[Records drawn from a dataset]
Segment Open
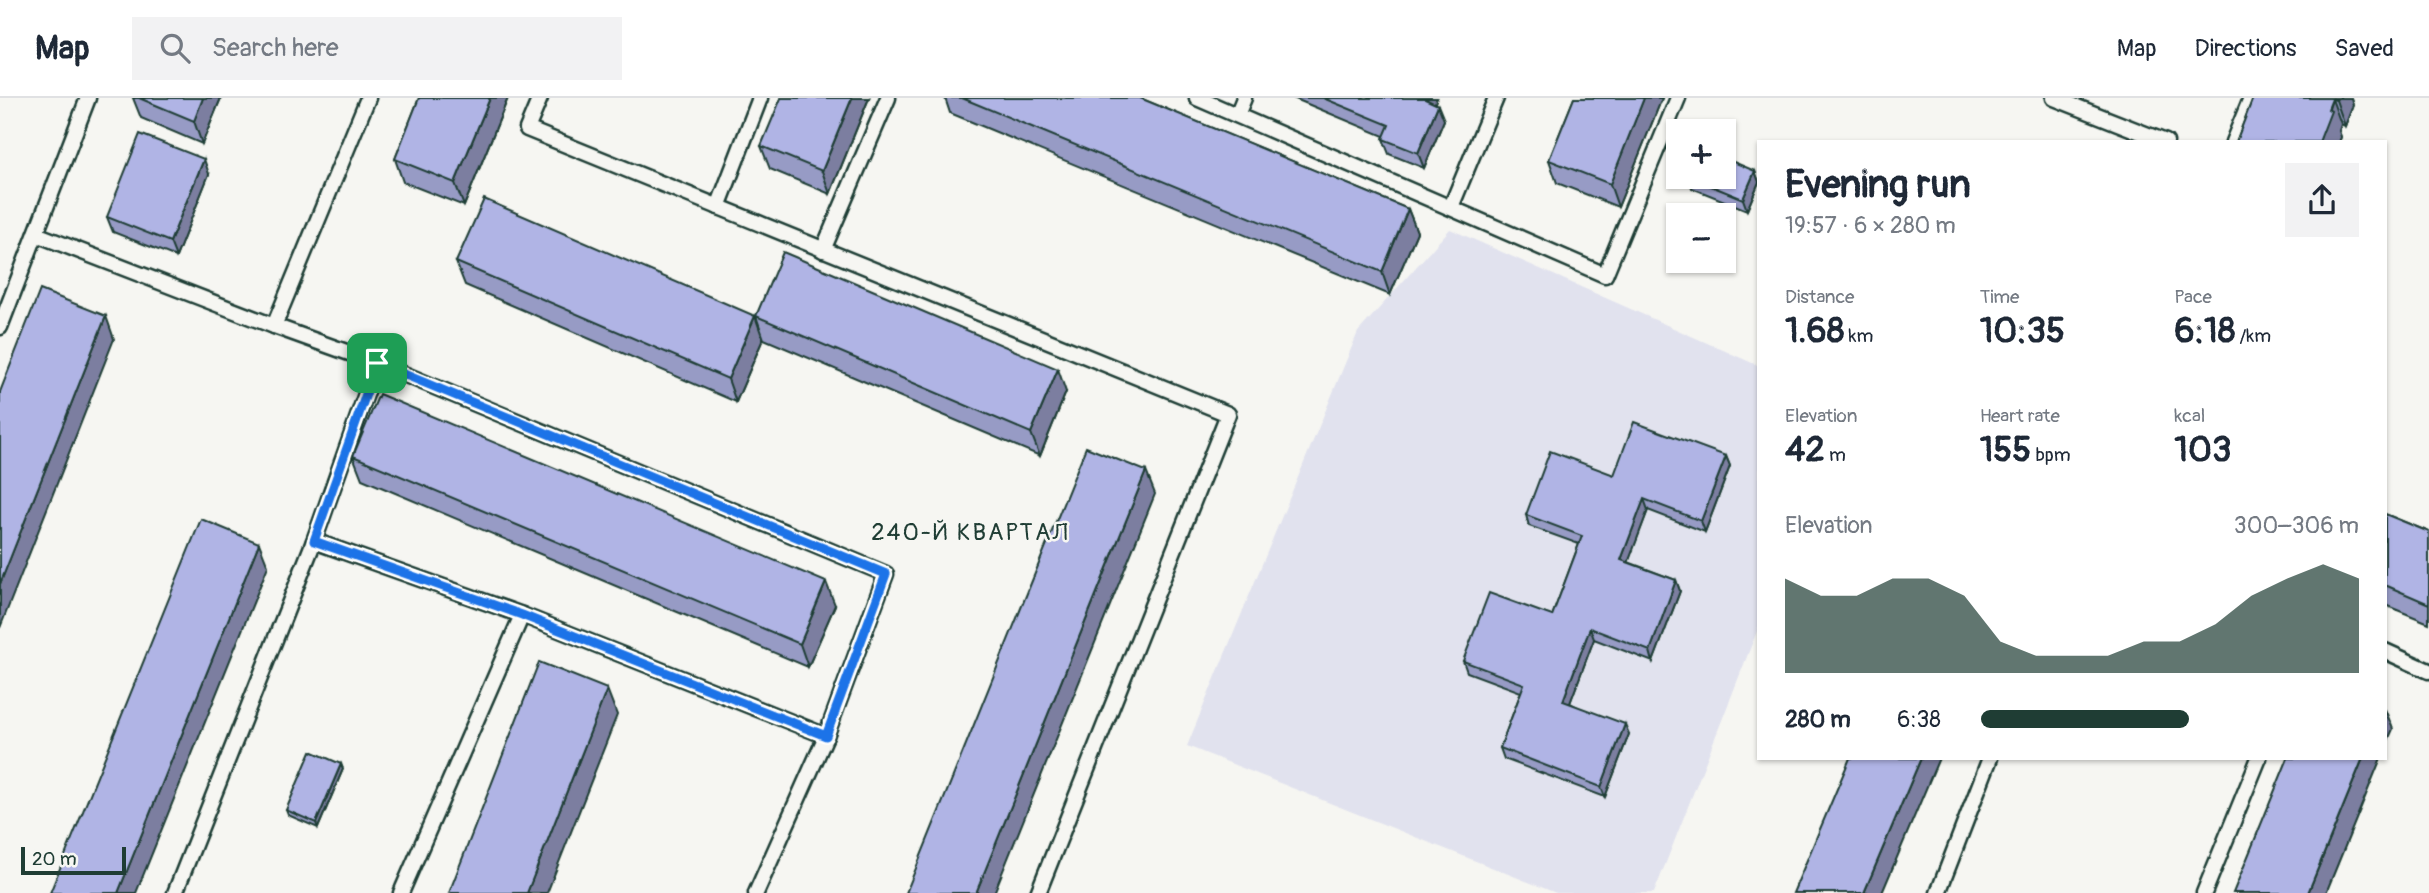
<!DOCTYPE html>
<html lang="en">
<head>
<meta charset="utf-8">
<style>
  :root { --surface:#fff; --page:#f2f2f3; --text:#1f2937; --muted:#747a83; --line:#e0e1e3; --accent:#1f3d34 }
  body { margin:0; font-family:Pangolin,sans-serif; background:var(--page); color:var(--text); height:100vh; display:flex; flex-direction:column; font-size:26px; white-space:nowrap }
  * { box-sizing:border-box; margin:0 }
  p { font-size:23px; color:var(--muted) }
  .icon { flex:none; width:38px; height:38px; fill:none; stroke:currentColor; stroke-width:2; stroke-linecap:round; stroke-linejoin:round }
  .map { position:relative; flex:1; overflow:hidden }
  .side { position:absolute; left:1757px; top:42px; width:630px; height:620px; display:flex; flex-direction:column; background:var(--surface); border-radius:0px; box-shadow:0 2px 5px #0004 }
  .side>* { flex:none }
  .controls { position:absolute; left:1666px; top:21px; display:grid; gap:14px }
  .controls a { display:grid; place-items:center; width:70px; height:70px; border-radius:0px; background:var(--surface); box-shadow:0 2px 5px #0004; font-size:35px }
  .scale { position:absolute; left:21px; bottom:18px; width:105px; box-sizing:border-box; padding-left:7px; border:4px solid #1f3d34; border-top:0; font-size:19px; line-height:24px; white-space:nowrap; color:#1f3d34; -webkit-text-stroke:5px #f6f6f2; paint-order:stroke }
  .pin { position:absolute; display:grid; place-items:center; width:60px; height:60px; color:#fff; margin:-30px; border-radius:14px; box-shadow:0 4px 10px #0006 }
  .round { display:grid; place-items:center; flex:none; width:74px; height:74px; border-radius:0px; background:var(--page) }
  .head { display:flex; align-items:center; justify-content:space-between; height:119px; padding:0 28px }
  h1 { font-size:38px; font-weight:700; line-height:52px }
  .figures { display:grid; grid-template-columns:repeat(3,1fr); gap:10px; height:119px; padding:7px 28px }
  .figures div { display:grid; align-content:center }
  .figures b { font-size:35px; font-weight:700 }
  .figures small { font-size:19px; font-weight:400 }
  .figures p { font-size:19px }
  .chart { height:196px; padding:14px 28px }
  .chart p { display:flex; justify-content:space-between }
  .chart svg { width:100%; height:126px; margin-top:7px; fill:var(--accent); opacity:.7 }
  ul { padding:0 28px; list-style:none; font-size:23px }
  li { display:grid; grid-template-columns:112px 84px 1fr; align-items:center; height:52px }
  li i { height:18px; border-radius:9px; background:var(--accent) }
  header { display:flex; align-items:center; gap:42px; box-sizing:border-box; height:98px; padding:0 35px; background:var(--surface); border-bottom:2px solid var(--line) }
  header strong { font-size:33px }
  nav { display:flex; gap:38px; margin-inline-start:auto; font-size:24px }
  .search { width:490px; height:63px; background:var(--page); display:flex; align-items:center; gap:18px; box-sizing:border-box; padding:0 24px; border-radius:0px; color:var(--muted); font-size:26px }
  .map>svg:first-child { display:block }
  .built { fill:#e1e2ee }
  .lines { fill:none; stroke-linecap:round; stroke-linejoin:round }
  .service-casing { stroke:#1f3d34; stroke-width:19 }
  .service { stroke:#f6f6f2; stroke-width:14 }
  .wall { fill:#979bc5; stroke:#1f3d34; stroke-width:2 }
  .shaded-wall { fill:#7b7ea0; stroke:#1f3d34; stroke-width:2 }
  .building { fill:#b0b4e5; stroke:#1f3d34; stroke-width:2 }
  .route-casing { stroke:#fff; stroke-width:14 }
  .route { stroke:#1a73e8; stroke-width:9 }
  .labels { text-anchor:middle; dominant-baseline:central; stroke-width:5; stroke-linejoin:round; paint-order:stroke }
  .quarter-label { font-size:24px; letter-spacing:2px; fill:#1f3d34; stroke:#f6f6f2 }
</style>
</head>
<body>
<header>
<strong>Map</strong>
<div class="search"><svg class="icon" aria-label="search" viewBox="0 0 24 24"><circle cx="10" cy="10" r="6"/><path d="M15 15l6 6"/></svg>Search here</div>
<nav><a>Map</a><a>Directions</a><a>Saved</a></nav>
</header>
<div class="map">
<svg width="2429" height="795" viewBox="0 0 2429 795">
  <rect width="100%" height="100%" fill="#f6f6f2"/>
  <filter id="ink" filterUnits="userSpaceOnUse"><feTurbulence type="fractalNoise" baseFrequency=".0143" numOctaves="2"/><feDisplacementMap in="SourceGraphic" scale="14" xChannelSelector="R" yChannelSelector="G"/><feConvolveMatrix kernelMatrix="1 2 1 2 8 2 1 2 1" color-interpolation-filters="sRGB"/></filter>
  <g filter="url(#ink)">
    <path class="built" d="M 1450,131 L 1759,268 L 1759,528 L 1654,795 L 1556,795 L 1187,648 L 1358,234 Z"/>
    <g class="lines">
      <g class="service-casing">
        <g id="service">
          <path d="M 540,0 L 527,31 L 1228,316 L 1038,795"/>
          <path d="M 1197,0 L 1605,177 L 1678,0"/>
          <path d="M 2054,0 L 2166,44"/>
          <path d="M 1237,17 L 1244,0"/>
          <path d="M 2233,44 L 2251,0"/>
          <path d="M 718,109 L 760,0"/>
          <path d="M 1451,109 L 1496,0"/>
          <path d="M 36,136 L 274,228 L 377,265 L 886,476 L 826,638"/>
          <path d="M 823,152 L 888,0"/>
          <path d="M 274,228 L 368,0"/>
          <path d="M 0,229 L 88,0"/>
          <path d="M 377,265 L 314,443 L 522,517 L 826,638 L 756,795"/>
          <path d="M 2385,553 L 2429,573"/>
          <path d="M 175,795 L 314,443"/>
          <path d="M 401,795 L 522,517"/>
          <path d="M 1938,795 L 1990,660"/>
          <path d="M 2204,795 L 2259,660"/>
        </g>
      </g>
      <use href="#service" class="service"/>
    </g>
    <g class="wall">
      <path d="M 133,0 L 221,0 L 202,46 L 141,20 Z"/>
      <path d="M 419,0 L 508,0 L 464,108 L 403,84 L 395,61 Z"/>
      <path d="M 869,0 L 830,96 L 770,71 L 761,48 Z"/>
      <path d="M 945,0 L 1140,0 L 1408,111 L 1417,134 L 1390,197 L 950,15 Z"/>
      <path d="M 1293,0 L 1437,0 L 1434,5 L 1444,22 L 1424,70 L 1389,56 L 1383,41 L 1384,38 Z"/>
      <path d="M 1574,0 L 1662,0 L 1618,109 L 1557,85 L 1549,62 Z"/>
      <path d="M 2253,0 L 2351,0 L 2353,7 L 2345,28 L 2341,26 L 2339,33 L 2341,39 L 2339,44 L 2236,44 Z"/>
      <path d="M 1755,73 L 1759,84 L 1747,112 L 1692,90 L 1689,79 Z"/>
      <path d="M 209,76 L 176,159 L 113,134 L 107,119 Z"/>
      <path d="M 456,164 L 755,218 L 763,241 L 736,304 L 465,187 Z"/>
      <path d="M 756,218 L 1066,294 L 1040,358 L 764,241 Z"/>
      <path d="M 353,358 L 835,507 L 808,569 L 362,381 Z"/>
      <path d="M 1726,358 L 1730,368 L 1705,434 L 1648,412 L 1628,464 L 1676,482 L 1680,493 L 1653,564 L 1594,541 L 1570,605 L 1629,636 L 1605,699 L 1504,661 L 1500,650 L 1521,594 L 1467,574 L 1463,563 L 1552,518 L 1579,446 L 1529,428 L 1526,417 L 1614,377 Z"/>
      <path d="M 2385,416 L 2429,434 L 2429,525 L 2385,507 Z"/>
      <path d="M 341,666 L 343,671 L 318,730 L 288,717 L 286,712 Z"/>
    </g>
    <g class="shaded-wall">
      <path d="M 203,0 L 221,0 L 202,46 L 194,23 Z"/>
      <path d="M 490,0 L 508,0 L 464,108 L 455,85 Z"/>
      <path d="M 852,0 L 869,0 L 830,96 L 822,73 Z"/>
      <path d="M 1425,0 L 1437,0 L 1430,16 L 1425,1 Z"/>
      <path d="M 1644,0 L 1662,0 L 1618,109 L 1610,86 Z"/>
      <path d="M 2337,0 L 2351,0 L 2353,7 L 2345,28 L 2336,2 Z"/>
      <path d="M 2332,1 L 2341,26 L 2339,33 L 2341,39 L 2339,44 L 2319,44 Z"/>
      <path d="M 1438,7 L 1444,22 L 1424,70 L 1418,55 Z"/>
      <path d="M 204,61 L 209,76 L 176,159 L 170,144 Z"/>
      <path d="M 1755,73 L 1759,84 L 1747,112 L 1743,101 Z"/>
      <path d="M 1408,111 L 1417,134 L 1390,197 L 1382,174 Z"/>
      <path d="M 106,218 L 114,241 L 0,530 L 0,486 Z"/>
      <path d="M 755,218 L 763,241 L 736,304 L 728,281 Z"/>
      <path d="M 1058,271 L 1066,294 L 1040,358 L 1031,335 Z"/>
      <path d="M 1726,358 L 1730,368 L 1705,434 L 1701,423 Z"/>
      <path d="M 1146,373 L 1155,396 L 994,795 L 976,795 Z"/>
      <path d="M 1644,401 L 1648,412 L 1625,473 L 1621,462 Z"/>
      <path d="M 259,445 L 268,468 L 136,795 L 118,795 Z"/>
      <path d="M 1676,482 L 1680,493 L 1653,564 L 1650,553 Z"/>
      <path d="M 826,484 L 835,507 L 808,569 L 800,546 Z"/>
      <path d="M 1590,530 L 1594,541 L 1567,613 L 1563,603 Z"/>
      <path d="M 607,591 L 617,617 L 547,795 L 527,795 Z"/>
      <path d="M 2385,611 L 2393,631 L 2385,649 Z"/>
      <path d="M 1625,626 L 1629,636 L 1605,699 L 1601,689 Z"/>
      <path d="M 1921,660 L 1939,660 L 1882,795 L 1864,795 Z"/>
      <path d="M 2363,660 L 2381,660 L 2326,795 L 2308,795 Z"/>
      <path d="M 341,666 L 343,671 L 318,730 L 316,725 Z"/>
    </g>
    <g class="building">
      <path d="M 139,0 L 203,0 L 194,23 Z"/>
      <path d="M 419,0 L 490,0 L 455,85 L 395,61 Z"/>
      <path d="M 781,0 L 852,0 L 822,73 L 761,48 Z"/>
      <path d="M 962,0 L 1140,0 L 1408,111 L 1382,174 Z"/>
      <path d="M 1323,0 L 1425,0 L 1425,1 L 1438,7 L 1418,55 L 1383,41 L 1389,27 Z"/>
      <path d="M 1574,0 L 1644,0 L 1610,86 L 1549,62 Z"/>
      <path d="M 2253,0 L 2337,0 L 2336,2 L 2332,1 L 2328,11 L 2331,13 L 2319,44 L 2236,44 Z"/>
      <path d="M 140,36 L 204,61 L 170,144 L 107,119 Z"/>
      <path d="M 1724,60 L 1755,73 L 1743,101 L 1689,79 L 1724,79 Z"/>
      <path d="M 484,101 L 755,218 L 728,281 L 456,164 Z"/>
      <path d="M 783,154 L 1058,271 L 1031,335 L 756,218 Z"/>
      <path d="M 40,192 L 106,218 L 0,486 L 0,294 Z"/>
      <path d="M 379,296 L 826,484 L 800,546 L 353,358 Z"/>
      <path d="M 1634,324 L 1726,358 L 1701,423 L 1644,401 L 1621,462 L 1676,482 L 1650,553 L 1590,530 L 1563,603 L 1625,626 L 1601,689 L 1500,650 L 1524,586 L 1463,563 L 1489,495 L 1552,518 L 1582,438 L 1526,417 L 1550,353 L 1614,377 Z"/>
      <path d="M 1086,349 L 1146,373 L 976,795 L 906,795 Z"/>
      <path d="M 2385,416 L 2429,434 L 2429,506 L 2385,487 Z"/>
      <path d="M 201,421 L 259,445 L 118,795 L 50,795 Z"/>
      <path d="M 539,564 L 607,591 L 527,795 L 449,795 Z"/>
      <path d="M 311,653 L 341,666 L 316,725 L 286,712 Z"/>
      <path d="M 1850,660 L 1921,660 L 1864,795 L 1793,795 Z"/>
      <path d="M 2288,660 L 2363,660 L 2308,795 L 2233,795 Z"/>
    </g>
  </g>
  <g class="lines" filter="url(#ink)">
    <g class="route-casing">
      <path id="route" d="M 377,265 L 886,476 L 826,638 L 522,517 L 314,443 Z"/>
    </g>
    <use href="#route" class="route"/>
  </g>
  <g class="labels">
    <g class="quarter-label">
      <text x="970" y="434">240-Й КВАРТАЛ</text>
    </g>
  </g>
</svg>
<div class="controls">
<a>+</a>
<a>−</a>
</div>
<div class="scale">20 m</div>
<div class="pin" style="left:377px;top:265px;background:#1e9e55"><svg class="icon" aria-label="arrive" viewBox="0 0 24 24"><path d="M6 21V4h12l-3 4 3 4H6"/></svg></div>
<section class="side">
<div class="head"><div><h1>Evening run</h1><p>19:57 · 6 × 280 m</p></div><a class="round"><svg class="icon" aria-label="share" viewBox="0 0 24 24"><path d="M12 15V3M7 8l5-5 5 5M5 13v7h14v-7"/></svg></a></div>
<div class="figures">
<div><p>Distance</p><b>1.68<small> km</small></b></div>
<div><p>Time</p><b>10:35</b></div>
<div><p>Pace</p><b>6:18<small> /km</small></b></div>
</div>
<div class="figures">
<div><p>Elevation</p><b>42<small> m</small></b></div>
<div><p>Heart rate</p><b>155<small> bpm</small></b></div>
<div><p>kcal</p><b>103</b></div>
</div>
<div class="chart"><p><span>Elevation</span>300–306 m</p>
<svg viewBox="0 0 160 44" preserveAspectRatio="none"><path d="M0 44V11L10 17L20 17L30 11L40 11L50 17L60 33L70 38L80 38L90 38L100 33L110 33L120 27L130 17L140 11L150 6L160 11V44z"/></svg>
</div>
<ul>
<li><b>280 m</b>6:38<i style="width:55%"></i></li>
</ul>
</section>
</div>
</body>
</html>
Segment Closed
* **Instructions for the task**
With the line that contains "<div><p>Distance</p><b>1.68<small> km</small></b></div>" as your start, reproduce the data above exactly through its last line, and nothing before that start.

* **Answer for this exercise**
<div><p>Distance</p><b>1.68<small> km</small></b></div>
<div><p>Time</p><b>10:35</b></div>
<div><p>Pace</p><b>6:18<small> /km</small></b></div>
</div>
<div class="figures">
<div><p>Elevation</p><b>42<small> m</small></b></div>
<div><p>Heart rate</p><b>155<small> bpm</small></b></div>
<div><p>kcal</p><b>103</b></div>
</div>
<div class="chart"><p><span>Elevation</span>300–306 m</p>
<svg viewBox="0 0 160 44" preserveAspectRatio="none"><path d="M0 44V11L10 17L20 17L30 11L40 11L50 17L60 33L70 38L80 38L90 38L100 33L110 33L120 27L130 17L140 11L150 6L160 11V44z"/></svg>
</div>
<ul>
<li><b>280 m</b>6:38<i style="width:55%"></i></li>
</ul>
</section>
</div>
</body>
</html>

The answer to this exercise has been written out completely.